Heureusement pour le trio, la force même de sa musique mérite notre attention peu
importe la pertinence du fameux concept agrafé à celle-ci pour en justifier l'existence.
Le fait est que le groupe français arrive à se distinguer dans le monde du rock
instrumental par la grande qualité de la fusion qu'il tente d'accomplir entre
l'électronique et l'instrumentation rock traditionnelle. Bathyscaphe est en fait un trio
rock de base, batterie, basse et guitare, dont deux membres se sont aussi improvisés duo
de production électronique. Or, en écoutant les meilleures pièces de l'album telles que
-11034m, on a l'impression que ces deux facettes de la personnalité du groupe sont
en parfaite symbiose. L'élément électronique ne semble pas avoir été bêtement
imposé par dessus le travail instrumental du trio.

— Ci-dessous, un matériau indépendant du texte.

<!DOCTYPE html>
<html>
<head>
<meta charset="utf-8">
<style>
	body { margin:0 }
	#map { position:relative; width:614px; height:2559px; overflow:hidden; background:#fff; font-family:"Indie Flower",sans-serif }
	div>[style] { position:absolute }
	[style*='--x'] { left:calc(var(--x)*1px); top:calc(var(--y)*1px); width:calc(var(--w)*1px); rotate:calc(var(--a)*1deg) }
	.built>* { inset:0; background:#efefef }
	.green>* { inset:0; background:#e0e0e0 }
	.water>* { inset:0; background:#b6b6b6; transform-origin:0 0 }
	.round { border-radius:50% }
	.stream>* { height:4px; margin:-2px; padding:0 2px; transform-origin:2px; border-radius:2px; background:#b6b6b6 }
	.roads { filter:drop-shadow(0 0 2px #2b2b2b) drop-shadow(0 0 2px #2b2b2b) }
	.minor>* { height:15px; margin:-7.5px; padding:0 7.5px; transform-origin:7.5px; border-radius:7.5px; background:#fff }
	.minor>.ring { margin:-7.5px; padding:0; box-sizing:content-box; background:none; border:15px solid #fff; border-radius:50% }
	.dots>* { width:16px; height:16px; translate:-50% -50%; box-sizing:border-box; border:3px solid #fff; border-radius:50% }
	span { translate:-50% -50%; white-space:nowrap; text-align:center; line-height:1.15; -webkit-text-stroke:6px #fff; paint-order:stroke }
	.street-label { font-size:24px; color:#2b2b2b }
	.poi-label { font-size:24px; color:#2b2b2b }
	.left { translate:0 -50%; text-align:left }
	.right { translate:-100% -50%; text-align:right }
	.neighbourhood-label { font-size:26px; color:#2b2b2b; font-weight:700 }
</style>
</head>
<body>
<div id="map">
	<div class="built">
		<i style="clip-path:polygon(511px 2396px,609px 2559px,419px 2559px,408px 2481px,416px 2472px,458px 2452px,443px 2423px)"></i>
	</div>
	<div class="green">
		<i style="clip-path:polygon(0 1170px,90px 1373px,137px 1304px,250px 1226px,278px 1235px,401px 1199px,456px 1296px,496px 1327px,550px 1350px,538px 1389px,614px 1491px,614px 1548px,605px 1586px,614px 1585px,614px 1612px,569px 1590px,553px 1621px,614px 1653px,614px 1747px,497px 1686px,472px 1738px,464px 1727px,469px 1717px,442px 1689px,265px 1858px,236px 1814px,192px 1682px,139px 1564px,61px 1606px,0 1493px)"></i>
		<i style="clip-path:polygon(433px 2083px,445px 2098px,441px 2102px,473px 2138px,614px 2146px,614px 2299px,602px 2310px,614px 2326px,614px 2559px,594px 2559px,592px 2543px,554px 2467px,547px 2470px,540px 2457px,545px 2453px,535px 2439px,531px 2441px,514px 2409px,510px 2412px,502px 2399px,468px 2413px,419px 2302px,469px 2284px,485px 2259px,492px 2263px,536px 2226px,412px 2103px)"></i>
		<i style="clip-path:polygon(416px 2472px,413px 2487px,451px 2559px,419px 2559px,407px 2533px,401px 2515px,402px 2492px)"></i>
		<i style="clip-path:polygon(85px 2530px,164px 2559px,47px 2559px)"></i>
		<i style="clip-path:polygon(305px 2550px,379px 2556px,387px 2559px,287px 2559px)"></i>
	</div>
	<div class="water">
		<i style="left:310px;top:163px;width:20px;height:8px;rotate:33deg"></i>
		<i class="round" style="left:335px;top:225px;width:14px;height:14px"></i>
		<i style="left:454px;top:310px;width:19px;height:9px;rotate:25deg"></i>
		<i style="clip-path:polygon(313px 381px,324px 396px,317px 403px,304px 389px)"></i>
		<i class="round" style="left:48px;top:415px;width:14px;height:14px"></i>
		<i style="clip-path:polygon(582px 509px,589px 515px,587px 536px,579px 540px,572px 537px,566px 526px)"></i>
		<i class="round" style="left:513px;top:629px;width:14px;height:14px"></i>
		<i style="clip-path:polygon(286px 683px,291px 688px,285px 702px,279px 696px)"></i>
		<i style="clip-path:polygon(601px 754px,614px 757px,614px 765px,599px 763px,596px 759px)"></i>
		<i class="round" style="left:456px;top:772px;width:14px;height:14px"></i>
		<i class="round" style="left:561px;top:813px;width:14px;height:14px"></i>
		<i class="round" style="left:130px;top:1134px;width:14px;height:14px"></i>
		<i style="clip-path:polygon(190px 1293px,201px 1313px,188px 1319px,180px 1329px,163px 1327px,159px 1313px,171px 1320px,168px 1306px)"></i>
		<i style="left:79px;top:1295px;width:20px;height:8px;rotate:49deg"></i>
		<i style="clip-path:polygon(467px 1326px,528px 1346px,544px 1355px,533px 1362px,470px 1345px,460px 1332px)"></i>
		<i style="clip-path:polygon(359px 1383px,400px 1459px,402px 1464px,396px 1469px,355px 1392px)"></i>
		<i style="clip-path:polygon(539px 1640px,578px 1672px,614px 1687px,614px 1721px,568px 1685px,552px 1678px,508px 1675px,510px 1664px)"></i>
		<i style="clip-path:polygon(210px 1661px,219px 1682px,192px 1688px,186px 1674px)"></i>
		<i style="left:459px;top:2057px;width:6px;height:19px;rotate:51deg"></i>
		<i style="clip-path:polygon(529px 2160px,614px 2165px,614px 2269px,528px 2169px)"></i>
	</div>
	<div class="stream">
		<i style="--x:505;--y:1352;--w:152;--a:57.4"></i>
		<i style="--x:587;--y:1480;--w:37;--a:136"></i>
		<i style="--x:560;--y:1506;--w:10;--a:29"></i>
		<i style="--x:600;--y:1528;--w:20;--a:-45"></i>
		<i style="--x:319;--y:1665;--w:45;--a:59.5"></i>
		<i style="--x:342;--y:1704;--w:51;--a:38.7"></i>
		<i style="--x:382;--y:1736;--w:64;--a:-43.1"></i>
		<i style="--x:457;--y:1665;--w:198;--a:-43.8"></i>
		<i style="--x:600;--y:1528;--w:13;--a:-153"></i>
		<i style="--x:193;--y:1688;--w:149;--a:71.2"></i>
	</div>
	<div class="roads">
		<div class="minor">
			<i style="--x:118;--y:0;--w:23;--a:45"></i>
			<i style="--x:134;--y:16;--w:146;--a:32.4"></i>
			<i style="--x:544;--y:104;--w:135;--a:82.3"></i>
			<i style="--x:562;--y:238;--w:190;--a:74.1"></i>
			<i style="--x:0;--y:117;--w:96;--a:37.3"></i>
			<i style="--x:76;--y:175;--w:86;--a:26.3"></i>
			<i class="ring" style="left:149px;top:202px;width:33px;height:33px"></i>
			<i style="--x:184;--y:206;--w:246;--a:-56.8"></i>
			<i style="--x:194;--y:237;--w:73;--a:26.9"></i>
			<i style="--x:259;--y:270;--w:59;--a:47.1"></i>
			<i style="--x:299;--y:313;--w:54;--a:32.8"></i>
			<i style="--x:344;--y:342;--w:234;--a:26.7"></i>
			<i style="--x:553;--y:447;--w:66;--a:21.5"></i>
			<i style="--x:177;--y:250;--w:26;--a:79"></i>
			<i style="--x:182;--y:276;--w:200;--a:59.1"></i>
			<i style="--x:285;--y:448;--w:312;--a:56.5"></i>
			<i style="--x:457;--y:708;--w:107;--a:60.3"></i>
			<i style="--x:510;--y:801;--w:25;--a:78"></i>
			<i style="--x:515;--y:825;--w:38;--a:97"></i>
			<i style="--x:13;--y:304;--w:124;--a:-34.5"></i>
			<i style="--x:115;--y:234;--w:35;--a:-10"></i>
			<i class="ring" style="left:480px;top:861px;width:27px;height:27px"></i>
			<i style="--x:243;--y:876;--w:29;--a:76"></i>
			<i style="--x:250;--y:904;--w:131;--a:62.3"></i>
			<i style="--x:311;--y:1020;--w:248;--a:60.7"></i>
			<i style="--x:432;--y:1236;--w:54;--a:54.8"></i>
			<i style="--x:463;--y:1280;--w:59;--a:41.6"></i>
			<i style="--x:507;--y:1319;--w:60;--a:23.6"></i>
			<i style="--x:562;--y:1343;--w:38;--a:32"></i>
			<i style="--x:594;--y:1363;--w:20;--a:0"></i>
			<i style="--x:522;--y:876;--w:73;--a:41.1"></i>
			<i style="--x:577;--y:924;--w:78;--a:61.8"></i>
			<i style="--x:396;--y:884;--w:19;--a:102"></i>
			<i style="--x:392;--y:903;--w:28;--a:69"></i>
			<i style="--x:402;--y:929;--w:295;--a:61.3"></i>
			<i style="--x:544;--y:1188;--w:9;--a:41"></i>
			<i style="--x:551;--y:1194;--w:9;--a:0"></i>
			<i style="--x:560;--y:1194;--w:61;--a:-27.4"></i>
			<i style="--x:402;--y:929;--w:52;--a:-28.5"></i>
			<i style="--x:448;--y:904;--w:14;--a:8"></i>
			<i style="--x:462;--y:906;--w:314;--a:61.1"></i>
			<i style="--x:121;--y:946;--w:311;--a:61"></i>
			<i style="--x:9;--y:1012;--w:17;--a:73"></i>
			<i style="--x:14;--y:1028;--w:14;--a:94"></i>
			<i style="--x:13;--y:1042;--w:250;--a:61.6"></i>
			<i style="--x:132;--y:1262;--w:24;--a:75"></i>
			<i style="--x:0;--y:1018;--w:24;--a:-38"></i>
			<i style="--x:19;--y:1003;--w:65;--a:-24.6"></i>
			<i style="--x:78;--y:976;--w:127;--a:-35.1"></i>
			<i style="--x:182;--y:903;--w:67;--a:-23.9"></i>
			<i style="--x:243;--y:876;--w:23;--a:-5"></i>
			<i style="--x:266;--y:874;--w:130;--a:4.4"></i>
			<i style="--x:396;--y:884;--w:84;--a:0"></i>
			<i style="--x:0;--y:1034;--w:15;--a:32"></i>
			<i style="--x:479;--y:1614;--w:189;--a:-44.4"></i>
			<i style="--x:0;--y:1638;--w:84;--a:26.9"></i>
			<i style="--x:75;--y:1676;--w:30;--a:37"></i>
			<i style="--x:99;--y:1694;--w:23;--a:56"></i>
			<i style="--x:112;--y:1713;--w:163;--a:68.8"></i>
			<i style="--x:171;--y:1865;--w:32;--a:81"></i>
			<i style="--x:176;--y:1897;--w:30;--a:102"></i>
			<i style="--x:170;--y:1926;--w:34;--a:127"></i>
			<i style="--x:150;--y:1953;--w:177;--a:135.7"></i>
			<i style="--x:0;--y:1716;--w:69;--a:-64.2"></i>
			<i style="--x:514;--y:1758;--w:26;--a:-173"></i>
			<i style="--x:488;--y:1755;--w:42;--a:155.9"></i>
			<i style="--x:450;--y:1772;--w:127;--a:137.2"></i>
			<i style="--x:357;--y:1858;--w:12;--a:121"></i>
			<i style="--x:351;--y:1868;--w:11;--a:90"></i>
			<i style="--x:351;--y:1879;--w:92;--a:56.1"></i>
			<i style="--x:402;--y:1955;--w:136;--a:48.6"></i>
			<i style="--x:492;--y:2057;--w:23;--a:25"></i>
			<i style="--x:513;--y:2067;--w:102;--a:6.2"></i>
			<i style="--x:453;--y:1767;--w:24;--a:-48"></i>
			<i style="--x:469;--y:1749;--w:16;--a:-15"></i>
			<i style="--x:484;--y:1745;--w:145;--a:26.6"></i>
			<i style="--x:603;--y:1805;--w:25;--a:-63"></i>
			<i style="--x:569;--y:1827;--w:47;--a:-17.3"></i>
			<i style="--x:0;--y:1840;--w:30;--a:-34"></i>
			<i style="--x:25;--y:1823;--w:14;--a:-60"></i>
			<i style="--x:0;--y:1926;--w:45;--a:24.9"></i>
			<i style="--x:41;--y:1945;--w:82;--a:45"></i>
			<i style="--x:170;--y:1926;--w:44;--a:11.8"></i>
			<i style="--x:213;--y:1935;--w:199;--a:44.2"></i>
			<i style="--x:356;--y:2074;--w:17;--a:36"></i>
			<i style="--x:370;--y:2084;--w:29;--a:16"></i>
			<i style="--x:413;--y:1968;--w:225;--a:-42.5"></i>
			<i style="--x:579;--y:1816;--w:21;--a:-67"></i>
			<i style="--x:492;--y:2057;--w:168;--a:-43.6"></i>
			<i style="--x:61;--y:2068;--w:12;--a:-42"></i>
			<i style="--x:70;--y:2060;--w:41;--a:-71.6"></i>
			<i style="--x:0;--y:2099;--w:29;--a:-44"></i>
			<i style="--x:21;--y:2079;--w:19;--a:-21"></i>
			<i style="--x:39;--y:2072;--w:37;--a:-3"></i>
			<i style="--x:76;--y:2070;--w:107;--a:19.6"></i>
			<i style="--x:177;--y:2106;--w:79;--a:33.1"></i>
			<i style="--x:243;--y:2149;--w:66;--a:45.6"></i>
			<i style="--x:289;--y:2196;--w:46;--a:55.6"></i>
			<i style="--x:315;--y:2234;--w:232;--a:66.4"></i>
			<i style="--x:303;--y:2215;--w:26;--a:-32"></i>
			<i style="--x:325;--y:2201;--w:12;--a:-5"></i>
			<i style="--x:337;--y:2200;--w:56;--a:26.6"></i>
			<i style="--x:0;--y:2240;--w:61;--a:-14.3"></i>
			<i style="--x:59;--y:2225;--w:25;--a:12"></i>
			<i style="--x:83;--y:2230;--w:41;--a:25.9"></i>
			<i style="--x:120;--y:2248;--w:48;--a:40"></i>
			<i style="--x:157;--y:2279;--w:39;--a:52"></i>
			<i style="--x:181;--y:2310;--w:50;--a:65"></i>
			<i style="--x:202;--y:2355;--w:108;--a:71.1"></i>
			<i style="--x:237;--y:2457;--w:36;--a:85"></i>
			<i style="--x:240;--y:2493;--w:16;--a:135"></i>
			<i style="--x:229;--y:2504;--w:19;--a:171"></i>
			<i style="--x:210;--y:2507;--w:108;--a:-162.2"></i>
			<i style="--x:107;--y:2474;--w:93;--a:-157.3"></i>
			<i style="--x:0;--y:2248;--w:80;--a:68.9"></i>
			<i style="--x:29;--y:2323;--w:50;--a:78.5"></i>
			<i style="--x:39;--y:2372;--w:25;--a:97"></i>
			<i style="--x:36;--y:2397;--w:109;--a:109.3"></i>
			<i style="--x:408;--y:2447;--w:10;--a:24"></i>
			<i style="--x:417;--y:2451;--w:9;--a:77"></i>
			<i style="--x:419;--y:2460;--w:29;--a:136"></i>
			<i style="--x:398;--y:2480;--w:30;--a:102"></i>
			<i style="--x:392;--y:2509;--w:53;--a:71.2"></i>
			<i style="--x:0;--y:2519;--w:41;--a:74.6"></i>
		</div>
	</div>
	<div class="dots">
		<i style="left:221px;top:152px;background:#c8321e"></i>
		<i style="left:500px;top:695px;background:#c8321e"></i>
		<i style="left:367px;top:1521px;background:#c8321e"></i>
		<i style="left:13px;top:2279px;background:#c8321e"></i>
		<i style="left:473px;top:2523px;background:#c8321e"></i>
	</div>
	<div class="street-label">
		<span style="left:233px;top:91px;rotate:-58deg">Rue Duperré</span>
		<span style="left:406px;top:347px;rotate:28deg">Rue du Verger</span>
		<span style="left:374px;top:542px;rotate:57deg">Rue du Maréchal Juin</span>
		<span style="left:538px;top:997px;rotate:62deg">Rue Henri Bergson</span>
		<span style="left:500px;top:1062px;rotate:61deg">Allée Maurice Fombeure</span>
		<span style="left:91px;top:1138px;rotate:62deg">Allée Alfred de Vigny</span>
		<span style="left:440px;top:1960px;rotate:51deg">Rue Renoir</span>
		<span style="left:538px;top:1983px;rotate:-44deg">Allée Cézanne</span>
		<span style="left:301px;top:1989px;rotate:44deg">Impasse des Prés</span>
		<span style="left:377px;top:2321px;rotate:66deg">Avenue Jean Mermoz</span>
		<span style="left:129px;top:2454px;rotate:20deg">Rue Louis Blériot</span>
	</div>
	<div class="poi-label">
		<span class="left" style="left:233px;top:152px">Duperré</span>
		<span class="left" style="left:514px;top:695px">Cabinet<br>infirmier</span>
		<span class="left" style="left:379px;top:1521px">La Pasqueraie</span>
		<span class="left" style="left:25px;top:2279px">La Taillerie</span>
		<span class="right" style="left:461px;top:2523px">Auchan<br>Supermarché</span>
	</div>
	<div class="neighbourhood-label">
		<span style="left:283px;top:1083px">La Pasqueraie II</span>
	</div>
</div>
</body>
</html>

De plus, la force de frappe de Bathyscaphe surprendra les habitués de l'étiquette Where
Are My Records. Loin du calme placide auquel nous a habitué la maison d'édition
lavaloise, -11034m mise sur une basse tonique et survoltée ainsi que sur une
batterie pesante tout autant sinon plus que sur l'atmosphère planante de ses passages
plus calmes. La formation pousse ses pièces vers l'intensité plus souvent que vers
l'introspection. Il en résulte un album dynamique dont l'énergie n'empêche pas une
certaine retenue aux moments choisis. On ne peut pas dire que les ingrédients de la
recette proposée par Bathyscaphe sont d'une originalité éclatante. Mais, tout au long
des huit pièces de -11034m, le groupe arrive à conserver notre intérêt en
partie grâce au taux d'octane élevé de celles-ci.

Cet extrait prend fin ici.